Though I know I am inwardly feeling a gulp of satisfaction at these observations, the rush of tangy sweetness inevitably comes with an unsettling realization: the glass will soon be empty, and the sweet juice of parent-sisterhood gone. Reshini has grown up and it is time that my role in her life grow too.
With my constant insistence that “it is because I care,” I am the one whom she quietly slips by on the way to school just on the off-chance that I should find her clothing objectionable and demand a change. I am the one whom she once expected to wake her up in the morning before school started and to tell her a million things she didn’t care to know. I am the one who bothered her to do her homework and insisted that if she focused just an inch of her talent, she could go further than Inesha and I ever could. I am the one who in all of my “tough love,” insisted that there was no need for her to make mistakes. But I’ve seen the movies too, and they’re not wrong–mistakes are how you learn in life. And, you have to make them in the distinctly one-of-a-kind, you variety.
After fourteen years of being a parent sister, I’ve decided that the irrefutable truth conveyed to us by the stars of the silver screen really ought to be refined a bit.
Yes, everyone should make their own mistakes. But in the case of my little sister, even as she goes about making hers, I don’t believe in a need for her to make the same ones that I did.
Reshini is my younger sister, and I realize that I’ve probably been her parent a bit too long. Growing up, Inesha and I were blessed with one of the aspects of our childhood that I credit with any accomplishments or successes that we may claim to our name today: and that is the hands-off guardianship of my parents. For us, they were there to love, watch over, care for, and advise us, but I will always vividly remember how much freedom we were given to make choices that friends’ parents would agonize over at the kitchen table for hours with their little ones. In my childhood, perhaps the best thing that my parents did for me and Inesha was to step back—and as a result, I made many a mistake. I happily continue to learn from them today.
Though the family structure is a societal construct that may don varying appearances in diverse parts of the world, I have always believed that the sister-sister bond is innate.
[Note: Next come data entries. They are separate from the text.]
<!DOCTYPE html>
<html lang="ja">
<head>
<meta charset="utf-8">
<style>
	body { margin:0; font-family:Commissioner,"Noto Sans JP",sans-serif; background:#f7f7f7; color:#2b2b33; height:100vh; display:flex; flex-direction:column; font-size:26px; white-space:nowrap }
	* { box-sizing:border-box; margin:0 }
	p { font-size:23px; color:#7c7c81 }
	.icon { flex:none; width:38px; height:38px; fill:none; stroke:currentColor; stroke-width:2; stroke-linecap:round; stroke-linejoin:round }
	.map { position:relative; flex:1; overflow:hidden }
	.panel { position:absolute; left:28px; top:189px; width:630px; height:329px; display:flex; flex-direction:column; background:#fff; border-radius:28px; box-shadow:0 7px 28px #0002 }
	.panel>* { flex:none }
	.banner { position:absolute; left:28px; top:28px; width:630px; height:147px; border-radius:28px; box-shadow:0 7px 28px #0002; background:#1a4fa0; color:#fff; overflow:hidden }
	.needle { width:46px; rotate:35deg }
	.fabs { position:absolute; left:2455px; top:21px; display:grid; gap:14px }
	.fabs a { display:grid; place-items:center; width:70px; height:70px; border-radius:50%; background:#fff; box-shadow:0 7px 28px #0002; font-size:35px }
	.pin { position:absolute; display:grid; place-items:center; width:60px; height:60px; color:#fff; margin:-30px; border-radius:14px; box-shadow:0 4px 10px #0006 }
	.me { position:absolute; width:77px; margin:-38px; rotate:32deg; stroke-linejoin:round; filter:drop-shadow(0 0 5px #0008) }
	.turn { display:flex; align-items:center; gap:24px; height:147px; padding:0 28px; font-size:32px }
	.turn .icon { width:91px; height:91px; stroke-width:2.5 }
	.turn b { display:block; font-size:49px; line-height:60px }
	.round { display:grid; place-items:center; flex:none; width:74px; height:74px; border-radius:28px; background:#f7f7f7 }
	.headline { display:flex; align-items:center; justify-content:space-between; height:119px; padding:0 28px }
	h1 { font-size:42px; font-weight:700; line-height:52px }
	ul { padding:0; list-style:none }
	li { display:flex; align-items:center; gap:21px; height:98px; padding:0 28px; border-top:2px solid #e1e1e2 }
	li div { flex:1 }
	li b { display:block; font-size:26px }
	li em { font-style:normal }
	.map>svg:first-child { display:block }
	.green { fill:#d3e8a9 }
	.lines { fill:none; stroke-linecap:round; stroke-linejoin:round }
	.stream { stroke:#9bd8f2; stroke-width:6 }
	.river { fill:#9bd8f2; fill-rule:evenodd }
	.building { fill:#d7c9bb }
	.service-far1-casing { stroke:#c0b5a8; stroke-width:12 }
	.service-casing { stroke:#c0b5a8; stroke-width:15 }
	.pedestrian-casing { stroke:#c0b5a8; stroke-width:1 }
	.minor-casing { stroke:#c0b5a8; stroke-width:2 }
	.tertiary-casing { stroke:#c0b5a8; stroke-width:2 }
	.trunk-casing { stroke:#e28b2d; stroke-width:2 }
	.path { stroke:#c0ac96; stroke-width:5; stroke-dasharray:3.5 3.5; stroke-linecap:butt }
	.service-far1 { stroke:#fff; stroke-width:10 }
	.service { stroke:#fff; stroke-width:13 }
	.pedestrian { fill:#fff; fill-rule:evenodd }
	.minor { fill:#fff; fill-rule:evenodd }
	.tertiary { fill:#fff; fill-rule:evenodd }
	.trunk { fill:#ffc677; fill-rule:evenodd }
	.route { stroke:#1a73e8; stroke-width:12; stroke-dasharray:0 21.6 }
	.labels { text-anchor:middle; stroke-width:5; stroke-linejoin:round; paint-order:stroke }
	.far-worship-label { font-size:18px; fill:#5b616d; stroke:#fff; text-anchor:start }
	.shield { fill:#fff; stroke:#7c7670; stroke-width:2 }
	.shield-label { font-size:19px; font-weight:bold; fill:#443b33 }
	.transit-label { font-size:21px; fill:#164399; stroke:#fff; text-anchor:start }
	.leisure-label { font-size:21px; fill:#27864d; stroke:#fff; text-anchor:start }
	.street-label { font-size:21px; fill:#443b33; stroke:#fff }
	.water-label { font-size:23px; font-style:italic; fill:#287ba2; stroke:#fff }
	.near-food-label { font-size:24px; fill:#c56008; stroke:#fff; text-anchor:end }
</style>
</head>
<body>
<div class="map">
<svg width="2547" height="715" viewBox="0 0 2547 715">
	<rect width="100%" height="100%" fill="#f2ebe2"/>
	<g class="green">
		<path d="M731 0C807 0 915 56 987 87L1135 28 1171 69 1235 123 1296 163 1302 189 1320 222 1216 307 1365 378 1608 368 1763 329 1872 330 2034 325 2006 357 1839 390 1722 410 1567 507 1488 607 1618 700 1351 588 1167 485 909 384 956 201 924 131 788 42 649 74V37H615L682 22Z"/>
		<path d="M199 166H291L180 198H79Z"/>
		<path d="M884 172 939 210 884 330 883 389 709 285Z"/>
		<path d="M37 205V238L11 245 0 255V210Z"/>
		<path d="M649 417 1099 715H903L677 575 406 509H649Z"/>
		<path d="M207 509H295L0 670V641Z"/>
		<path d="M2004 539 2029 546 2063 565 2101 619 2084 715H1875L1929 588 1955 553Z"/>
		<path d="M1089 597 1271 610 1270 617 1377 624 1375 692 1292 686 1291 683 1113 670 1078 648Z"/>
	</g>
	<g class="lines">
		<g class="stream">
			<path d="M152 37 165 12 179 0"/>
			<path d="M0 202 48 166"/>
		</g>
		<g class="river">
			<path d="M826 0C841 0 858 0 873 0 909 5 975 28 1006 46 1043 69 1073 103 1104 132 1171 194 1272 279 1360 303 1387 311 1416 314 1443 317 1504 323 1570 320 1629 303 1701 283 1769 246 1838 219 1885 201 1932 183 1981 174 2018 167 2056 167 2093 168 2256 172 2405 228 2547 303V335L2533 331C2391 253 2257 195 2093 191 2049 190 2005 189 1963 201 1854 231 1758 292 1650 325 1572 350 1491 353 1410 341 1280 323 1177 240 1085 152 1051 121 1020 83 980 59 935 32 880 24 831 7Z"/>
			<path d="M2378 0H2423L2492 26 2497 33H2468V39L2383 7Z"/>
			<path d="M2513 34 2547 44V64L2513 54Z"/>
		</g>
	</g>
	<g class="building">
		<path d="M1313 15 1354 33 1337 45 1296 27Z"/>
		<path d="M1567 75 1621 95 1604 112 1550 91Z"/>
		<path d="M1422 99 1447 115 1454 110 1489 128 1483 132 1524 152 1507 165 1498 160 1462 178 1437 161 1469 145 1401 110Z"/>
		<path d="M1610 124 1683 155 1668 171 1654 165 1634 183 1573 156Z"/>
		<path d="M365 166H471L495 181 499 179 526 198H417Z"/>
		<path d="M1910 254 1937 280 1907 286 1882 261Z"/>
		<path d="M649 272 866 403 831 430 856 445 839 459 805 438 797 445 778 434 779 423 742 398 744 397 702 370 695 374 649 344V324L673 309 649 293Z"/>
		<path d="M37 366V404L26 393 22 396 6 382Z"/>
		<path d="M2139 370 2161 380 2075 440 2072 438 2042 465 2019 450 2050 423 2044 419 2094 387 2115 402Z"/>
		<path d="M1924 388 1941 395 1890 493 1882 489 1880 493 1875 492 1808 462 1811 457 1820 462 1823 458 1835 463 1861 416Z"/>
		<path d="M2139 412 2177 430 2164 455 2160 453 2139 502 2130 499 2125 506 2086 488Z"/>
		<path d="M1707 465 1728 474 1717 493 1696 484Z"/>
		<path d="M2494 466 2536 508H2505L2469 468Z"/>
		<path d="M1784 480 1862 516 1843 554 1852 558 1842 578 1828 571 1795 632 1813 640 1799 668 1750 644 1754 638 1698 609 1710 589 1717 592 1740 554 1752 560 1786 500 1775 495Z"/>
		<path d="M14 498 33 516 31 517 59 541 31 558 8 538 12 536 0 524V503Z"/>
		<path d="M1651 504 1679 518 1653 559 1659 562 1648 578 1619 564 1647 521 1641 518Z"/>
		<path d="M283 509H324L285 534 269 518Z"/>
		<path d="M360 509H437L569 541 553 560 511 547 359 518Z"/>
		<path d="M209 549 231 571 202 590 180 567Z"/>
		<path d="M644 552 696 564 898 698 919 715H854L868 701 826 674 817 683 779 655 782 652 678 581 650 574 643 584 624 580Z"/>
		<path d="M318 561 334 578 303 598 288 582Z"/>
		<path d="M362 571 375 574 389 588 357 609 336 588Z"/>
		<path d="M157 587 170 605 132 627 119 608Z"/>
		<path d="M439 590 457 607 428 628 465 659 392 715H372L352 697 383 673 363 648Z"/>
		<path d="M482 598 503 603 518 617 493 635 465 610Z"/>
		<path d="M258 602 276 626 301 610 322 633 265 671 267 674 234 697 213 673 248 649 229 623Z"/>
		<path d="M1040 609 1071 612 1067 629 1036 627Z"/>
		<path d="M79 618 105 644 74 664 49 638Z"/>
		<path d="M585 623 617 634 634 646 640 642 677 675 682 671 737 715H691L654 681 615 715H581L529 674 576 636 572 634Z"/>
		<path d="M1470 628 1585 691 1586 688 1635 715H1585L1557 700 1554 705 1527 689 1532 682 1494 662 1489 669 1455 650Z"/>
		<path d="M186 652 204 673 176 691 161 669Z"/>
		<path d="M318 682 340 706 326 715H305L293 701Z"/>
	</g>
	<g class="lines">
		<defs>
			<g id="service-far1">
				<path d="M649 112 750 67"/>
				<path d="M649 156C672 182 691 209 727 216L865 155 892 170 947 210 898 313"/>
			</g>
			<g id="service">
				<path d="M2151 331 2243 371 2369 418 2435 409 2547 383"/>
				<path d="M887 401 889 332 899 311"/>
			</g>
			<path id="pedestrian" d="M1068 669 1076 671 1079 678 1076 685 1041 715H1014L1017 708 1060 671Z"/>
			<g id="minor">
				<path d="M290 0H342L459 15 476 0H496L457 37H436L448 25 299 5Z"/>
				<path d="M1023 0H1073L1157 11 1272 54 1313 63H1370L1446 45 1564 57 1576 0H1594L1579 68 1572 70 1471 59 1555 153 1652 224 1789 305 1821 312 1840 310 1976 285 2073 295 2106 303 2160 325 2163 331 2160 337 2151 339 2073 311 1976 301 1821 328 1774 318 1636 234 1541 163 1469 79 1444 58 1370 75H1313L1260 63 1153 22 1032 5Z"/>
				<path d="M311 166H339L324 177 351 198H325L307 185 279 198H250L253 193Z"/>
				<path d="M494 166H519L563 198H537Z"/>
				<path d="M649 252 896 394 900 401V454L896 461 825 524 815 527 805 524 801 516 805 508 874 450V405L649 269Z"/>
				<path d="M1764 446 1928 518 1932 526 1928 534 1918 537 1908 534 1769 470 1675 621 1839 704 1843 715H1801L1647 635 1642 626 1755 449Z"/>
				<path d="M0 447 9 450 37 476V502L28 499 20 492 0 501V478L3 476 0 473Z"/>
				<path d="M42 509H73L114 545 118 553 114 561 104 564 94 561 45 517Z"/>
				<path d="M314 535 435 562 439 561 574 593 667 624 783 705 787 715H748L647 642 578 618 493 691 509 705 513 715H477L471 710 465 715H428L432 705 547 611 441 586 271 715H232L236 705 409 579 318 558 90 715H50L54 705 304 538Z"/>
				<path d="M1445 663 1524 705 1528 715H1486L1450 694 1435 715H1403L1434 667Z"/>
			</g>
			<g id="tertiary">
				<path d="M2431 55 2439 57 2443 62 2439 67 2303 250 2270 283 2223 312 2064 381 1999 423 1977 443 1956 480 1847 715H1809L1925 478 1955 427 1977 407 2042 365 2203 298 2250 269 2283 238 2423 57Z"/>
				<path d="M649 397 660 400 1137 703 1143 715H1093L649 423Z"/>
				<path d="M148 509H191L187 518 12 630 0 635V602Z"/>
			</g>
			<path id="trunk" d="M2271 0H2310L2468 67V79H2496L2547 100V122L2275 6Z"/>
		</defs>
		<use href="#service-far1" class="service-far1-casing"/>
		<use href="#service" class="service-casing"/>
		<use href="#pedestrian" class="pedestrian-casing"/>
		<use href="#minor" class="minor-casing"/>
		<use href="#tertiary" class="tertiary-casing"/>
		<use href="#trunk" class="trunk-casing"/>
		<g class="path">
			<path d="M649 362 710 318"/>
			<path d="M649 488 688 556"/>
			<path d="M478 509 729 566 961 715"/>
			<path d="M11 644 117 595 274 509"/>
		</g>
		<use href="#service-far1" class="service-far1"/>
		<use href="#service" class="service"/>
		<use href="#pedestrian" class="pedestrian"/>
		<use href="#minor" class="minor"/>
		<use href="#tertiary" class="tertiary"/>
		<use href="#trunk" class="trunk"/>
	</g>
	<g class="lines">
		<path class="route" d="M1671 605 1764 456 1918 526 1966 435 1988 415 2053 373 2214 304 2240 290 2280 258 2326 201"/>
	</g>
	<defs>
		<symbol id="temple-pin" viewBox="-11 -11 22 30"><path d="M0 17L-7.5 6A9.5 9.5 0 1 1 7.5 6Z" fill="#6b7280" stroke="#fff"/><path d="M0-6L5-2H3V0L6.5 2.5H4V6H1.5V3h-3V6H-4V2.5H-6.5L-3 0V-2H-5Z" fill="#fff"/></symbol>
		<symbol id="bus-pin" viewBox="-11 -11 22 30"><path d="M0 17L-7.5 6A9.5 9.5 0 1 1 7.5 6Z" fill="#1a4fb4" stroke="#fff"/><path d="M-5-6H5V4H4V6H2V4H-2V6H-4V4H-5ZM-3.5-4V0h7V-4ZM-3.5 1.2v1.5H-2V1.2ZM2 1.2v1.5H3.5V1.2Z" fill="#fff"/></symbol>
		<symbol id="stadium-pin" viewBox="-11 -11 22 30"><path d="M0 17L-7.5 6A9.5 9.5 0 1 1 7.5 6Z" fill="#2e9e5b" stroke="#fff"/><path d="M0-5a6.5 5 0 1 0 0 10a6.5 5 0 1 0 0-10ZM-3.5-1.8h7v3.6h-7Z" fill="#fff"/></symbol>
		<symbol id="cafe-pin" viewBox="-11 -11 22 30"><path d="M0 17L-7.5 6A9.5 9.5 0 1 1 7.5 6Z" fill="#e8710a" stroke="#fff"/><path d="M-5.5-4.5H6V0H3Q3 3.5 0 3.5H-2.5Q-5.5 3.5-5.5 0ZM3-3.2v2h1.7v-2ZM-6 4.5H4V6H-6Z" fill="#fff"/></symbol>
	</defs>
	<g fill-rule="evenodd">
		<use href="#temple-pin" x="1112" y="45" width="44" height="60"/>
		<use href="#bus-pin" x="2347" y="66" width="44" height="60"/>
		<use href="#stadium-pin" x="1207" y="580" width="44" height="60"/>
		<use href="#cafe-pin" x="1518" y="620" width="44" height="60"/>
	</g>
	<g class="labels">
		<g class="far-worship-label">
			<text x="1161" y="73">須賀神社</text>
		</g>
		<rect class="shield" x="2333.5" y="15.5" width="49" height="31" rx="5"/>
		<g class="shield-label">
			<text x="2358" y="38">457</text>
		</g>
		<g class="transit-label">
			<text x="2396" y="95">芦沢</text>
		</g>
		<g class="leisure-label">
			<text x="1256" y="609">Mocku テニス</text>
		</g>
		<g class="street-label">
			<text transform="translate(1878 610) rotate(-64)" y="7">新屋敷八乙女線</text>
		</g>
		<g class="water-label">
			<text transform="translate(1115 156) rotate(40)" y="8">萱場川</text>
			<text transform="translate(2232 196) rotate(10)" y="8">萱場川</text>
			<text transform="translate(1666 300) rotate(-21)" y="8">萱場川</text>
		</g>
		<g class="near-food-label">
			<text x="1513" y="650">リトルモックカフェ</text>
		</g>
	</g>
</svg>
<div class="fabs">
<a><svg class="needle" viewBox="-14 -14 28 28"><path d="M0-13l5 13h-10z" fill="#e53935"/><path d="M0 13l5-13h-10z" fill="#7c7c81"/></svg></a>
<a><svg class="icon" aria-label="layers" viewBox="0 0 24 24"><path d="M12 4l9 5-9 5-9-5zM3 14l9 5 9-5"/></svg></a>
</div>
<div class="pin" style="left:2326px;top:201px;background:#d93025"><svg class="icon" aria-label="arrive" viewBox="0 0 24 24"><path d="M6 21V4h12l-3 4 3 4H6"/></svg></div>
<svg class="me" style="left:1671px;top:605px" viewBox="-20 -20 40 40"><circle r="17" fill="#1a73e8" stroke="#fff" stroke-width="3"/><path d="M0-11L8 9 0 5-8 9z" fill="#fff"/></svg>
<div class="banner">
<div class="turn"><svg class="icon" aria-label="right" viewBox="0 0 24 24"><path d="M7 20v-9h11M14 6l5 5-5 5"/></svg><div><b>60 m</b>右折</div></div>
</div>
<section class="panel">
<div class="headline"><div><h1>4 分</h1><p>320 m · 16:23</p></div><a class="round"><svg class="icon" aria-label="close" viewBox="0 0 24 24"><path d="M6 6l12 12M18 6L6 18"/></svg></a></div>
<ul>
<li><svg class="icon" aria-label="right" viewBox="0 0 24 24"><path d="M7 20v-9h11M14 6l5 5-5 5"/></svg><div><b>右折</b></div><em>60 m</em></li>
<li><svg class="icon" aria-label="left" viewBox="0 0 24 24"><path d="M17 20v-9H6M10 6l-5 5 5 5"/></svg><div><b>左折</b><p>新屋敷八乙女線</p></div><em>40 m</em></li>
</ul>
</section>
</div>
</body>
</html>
But yet, I’ve let my desire to protect overtake my role as friend, confidant, and guide. A sister is not after all a parent, no matter how much I see myself start to slip into that role. While I don’t think that the days when Reshini groans as I say “wait, let’s talk about this” will fade, I will make a more concerted effort to make our relationship a conversation and not an interrogation—a give and take rather than a give and worry.
One day, I hope I will have the chance to be a parent, but until then, I have to remind myself of the value of the relationship I already have, and give Reshini her second sister back.
Happy 14th birthday, my little-big one!